Why graphs?

Across virtually all scientific domains, there are phenomena that can be described as networks. Things in nature just seem to like to connect.

Let’s consider a couple of examples.

A social network

[GRAPHIC OF SOCIAL NETWORK]

Can we find people that are very well connected? Can we identify cohesive communities in the network? Are there people who link two communities together? All these questions and many more can be addressed in a graph theoretic approach.

The electrical grid

[GRAPHIC OF ELECTRICAL GRID]

How would the malfunctioning of one station affect the overall distribution of electricity? Could an outage at one station lead to outages in another region? Which stations could be considered high-risk targets of sabotage attacks?

Traffic

[GRAPHIC OF TRAFFIC NETWORK]

What happens if an accident blocks an important crossing? Is there an enhanced risk of congestions? Are certain areas at a higher risk to experience congestions? How could building a new road aleviate traffic in an area that has a school?

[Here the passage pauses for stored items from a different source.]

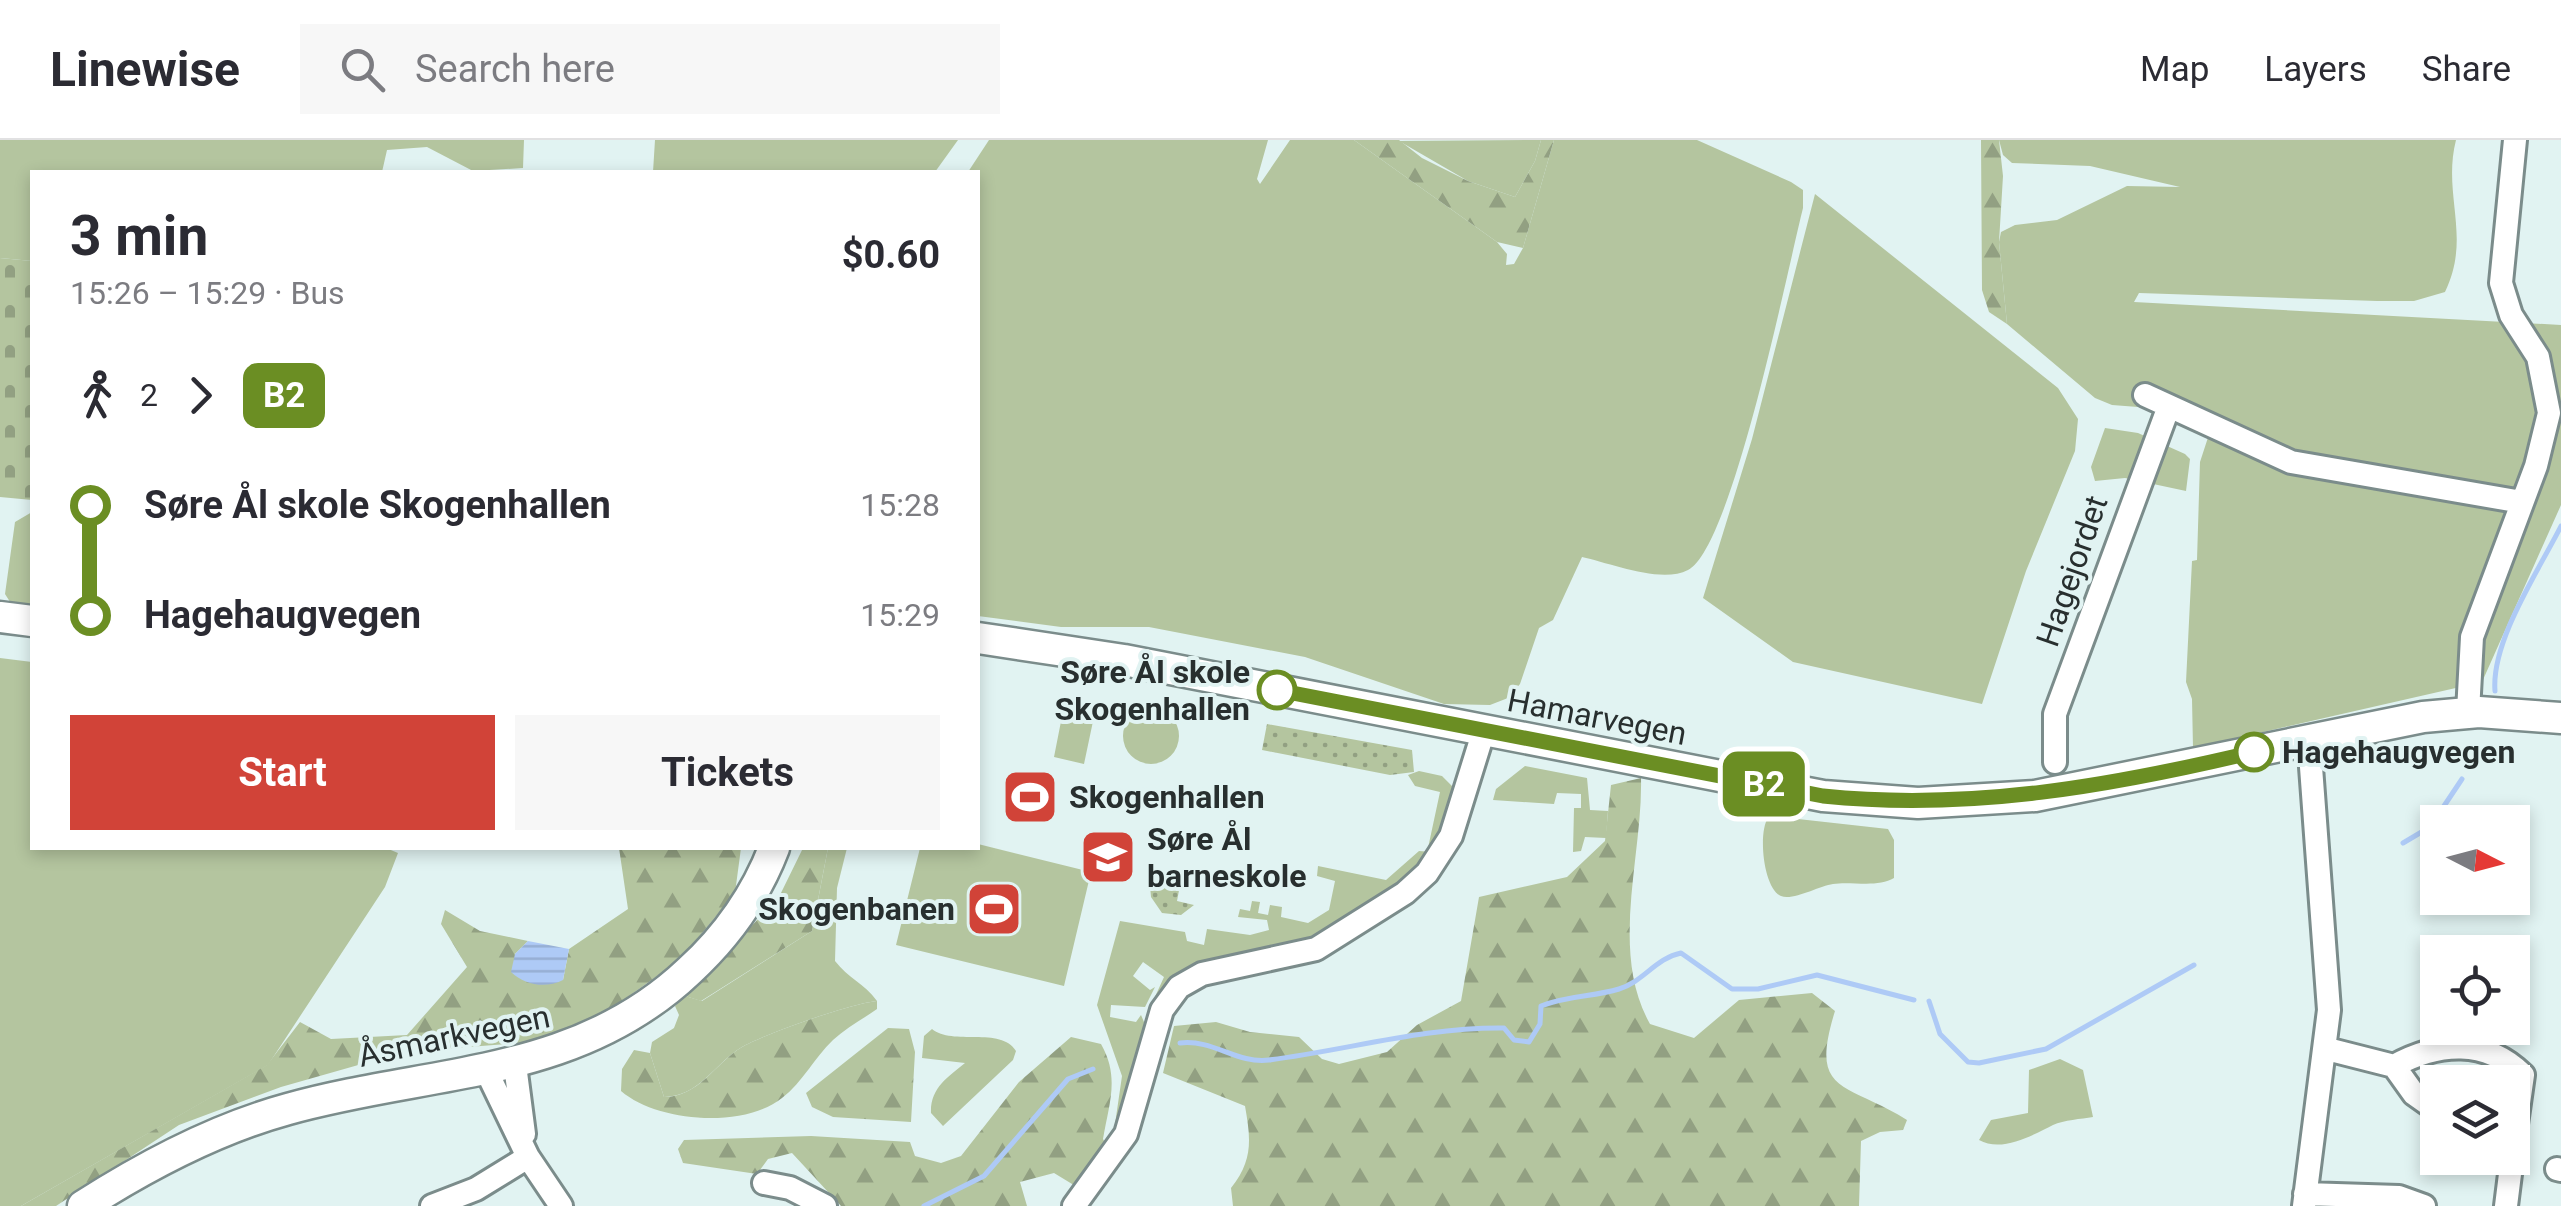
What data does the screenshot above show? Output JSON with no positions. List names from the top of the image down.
{
  "streets": {
    "main road": ["Hamarvegen", "Åsmarkvegen"],
    "street": ["Hagejordet"]
  },
  "places": {
    "other": ["Søre Ål skole Skogenhallen", "Hagehaugvegen"],
    "sports": ["Skogenhallen", "Skogenbanen"],
    "school or university": ["Søre Ål barneskole"]
  },
  "lines": ["bus line B2"],
  "north": "right",
  "page": {
    "header": "Linewise",
    "search": "Search here",
    "nav": ["Map", "Layers", "Share"],
    "on_map": "B2",
    "heading": ["3 min", "15:26 – 15:29 · Bus", "$0.60"],
    "legs": ["2", "B2"],
    "list": [
      {
        "name": "Søre Ål skole Skogenhallen",
        "value": "15:28"
      },
      {
        "name": "Hagehaugvegen",
        "value": "15:29"
      }
    ],
    "buttons": ["Start", "Tickets"]
  }
}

There are literally countless more examples of what you could describe as a network.

Task

Think of three more things that have a networked structure.

So how would we model and analyze the examples above? That’s a question that we could decide ad hoc whenever we encounter the problem at hand. Luckily, we don’t have to. We can abstract away the essential structure of each of those and use a massive body of tools, metrics, and techniques that have been developed over centuries. That’s where graph theory come into play.

[GRAPHIC OF ABSTRACTION PROCESS]

Graphs are very versatile models for almost any kind relationship. They are “things” and how these “things” are connected to one another.

There are a lot of upsides to modeling relationships with graphs. First of all, graphs are very well formalized discrete mathematical structures. No matter the domain that we are modeling, we can profit from a large toolbox of mathematical analysis techniques and metrics.

There are a lot more specifications of graphs that can be used for more specific problems (for instance, what happens if the relationships, i.e., the edges, are directed, or what if we differentiate between the importance of edges and attach a weight to them?).